(Reuters) - Chesapeake Energy Corp's largest shareholder urged the natural gas company to remain open to acquisition offers despite the weakness of its share price.
In a letter to Chief Executive Aubrey McClendon, Southeastern Asset Management, holder of a 13.6 percent stake in Chesapeake, acknowledged the "dangers of opening such conversations" as the company struggles with concerns about McClendon's business dealings, on top of the low natural gas prices.
"However, we also don't want to use this large price-to-value gap as an excuse to refuse discussions with any potential acquirers who would be willing to pay a price today that recognizes the longer term value of the company," said the letter, filed with U.S. securities regulators on Monday and signed by Southeastern CEO Mason Hawkins.
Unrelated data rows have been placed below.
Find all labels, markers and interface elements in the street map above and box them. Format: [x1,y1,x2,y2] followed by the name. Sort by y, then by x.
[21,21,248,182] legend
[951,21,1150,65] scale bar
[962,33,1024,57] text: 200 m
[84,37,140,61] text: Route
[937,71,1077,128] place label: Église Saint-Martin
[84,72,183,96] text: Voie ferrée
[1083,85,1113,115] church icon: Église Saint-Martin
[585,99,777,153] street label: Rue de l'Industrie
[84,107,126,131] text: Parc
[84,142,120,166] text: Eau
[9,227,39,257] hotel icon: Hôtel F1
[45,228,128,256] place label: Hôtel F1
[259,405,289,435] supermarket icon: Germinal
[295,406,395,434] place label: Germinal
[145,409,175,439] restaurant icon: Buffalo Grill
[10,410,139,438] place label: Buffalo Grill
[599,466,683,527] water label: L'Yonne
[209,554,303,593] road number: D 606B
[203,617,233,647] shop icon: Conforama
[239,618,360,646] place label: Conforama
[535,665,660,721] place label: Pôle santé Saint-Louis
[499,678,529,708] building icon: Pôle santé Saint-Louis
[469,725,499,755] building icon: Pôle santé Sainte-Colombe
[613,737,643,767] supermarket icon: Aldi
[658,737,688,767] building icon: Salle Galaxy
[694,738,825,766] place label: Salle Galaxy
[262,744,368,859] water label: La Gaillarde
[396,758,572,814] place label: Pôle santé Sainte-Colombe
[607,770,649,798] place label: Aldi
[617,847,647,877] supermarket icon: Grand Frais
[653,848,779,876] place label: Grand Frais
While experts caution that pulling off a sale of Chesapeake would be extremely complicated, Southeastern said last week that it planned to take a more active role in the affairs of the company.
Discontent among Chesapeake investors has grown following a series of revelations about the company, including a Reuters report saying that McClendon has pledged his interests in Chesapeake wells as collateral for more than $1.1 billion of personal loans.
The Southeastern letter urged the company to accelerate its sales of assets not core to its exploration and production business, and expressed concern about the amount of time Chesapeake's management has spent on "unproductive communications" at conferences and in media interviews.
"We appreciated receiving the letter and look forward to further discussions with our largest shareholder in the days and weeks to come," Chesapeake spokesman Michael Kehs said.
Shares of Chesapeake were down 1.3 percent, at $17.16, in late afternoon trading. The stock hit its lowest level in three years last week at $16.70, or more than 75 percent below its 2008 peak.
"The problem you are going to have with Chesapeake is that it has become a very complex company because of the financings they've had to do," said Neal Dingmann at Suntrust Robinson Humphrey, who puts the company's net asset value at $30 per share.
"Because of the complexity of the company, somebody is going to really have to want those assets."
Dingmann's view was echoed by an investment banker who spoke last week on the condition of anonymity. "To the extent to which they have clean assets, those are the ones that they've basically marked for sale, because they can and because they have to," the banker said. "I think it's tough."